◆ THE PROBLEM: Copy every line of the entries that has the string "gazetteer" in it.

◆ SOURCE DATA:

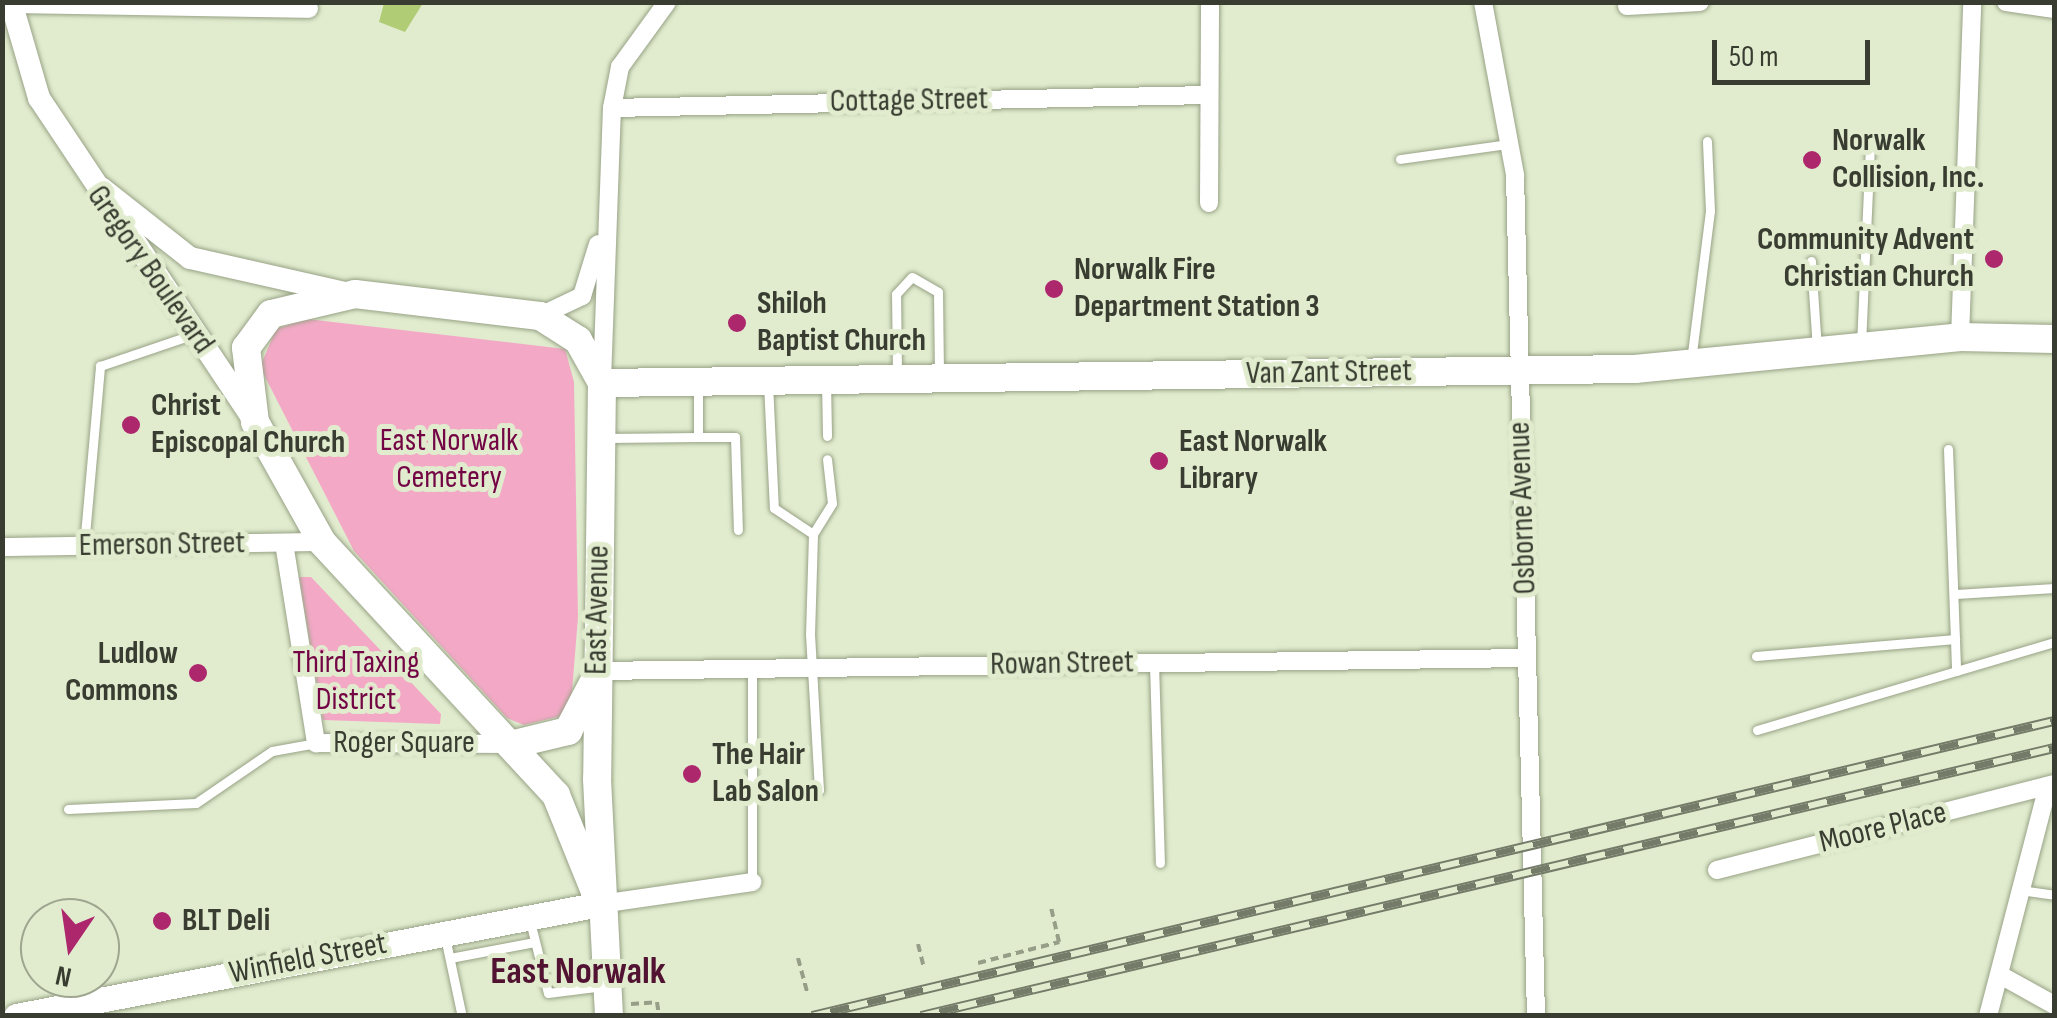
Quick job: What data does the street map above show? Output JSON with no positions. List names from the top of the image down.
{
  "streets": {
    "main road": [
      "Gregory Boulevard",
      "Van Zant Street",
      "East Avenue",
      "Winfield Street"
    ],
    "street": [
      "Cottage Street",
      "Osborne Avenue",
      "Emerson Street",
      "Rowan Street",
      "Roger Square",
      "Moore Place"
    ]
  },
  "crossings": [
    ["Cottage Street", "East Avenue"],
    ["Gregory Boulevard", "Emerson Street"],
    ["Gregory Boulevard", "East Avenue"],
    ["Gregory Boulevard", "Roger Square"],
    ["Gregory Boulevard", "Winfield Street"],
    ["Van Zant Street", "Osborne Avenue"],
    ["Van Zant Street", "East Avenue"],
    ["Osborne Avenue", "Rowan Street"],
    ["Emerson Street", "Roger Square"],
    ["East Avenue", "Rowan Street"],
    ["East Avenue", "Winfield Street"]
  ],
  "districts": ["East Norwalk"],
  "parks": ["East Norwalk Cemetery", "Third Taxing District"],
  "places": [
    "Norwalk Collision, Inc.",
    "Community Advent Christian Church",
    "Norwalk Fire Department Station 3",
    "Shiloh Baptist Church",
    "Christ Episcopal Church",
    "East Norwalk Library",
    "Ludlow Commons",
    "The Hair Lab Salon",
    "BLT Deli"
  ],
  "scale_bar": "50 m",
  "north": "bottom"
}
* * *
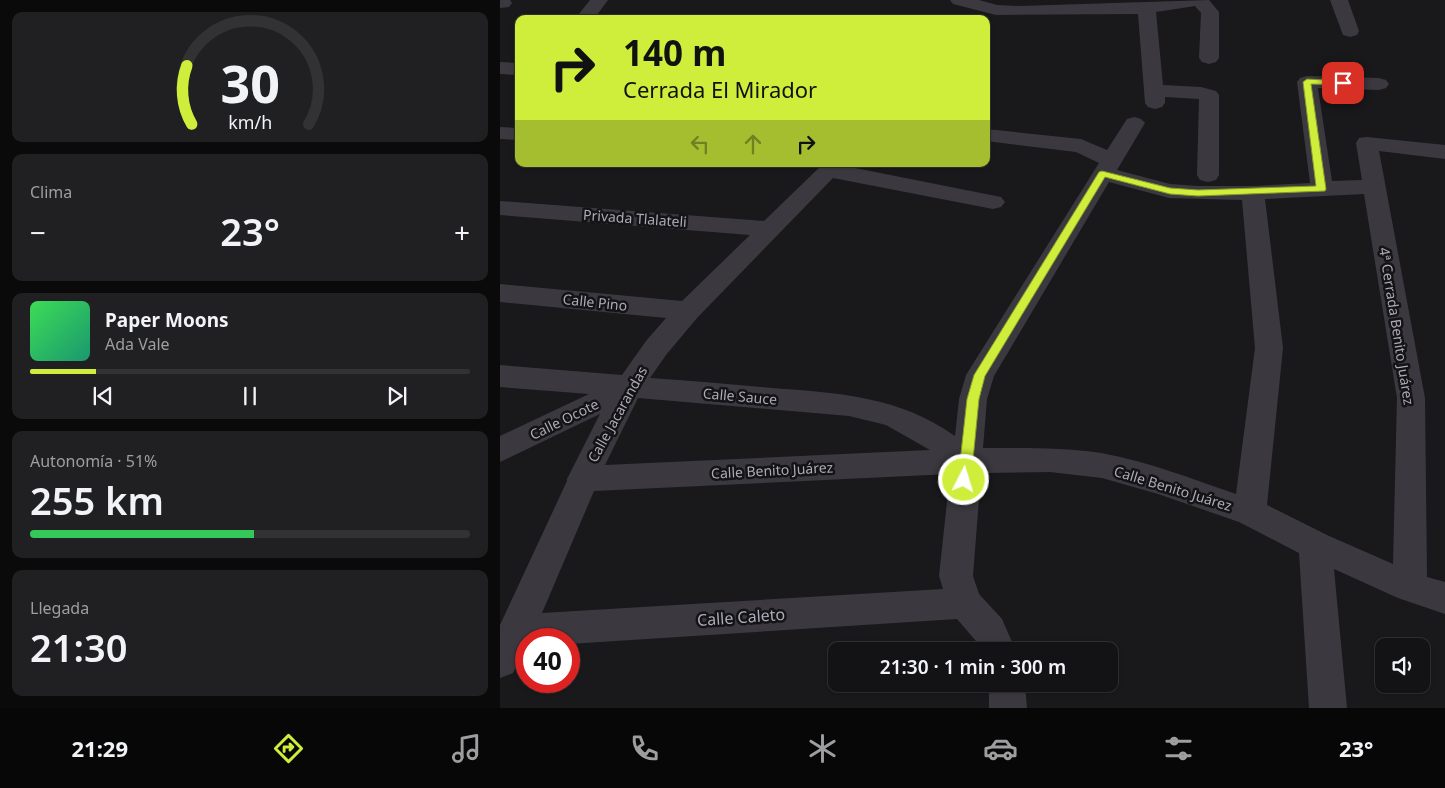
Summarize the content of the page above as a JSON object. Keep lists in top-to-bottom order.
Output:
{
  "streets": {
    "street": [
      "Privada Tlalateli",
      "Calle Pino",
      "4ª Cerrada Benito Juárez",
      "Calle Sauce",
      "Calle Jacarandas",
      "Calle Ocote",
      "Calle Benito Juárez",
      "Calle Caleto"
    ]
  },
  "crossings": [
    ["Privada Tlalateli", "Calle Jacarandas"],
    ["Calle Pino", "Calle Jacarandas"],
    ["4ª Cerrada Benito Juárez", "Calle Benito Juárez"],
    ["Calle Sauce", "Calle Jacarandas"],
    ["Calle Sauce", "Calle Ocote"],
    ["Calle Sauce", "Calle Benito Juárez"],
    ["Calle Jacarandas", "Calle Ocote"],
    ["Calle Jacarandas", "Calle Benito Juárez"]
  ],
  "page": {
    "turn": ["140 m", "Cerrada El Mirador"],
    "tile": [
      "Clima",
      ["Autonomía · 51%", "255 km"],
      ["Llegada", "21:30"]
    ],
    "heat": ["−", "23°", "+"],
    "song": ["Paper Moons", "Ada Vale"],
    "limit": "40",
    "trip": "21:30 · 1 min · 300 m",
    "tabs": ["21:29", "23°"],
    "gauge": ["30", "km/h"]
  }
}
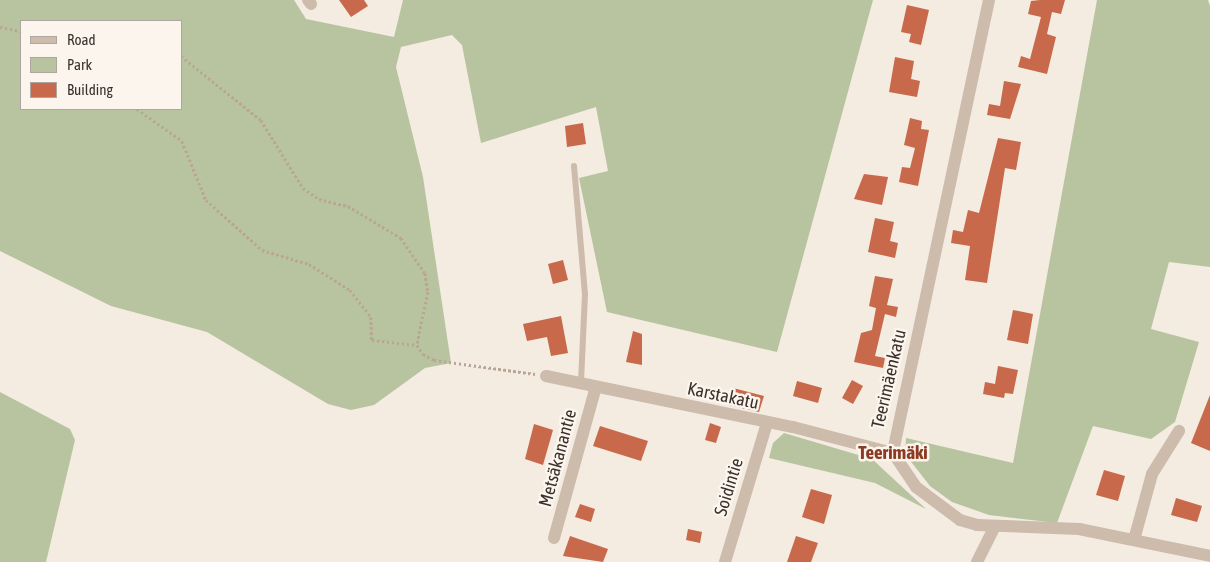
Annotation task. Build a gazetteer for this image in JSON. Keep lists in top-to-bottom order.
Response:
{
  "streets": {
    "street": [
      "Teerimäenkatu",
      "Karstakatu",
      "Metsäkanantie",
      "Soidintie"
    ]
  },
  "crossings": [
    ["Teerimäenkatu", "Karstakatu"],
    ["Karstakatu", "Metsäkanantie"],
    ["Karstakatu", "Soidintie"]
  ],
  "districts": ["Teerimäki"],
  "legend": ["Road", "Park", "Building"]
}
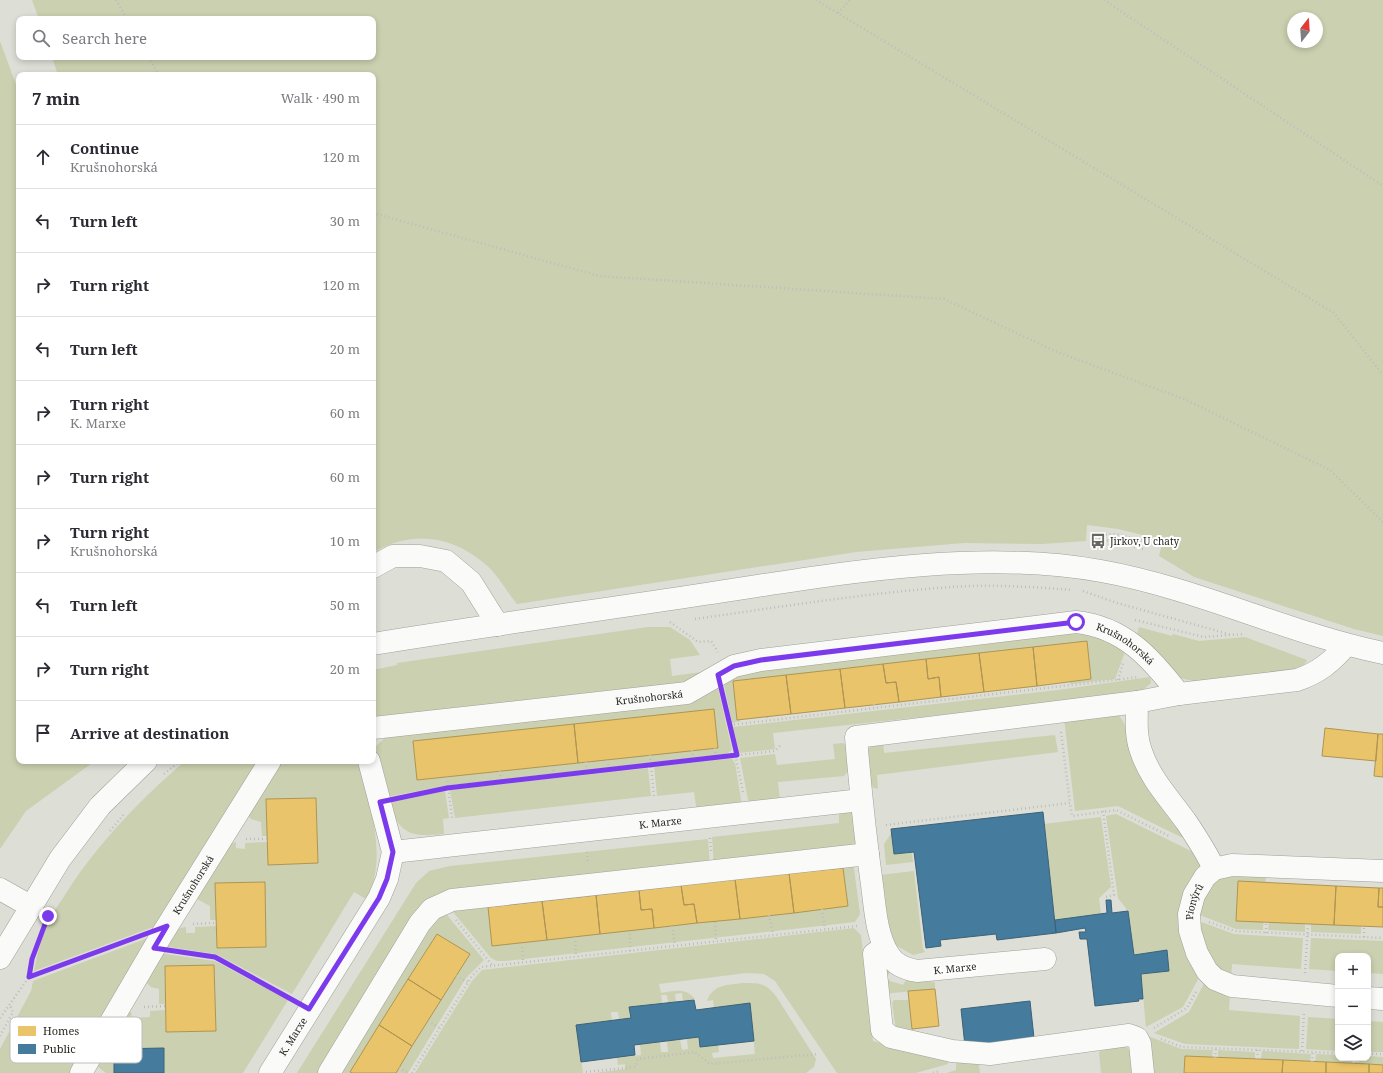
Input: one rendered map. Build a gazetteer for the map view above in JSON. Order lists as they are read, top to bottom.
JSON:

◆ ANSWER SPACE:
Annotation task. Build a gazetteer for this image in JSON. Keep lists in top-to-bottom order.
Input: one rendered map. Build a gazetteer for the map view above in JSON. Order lists as they are read, top to bottom.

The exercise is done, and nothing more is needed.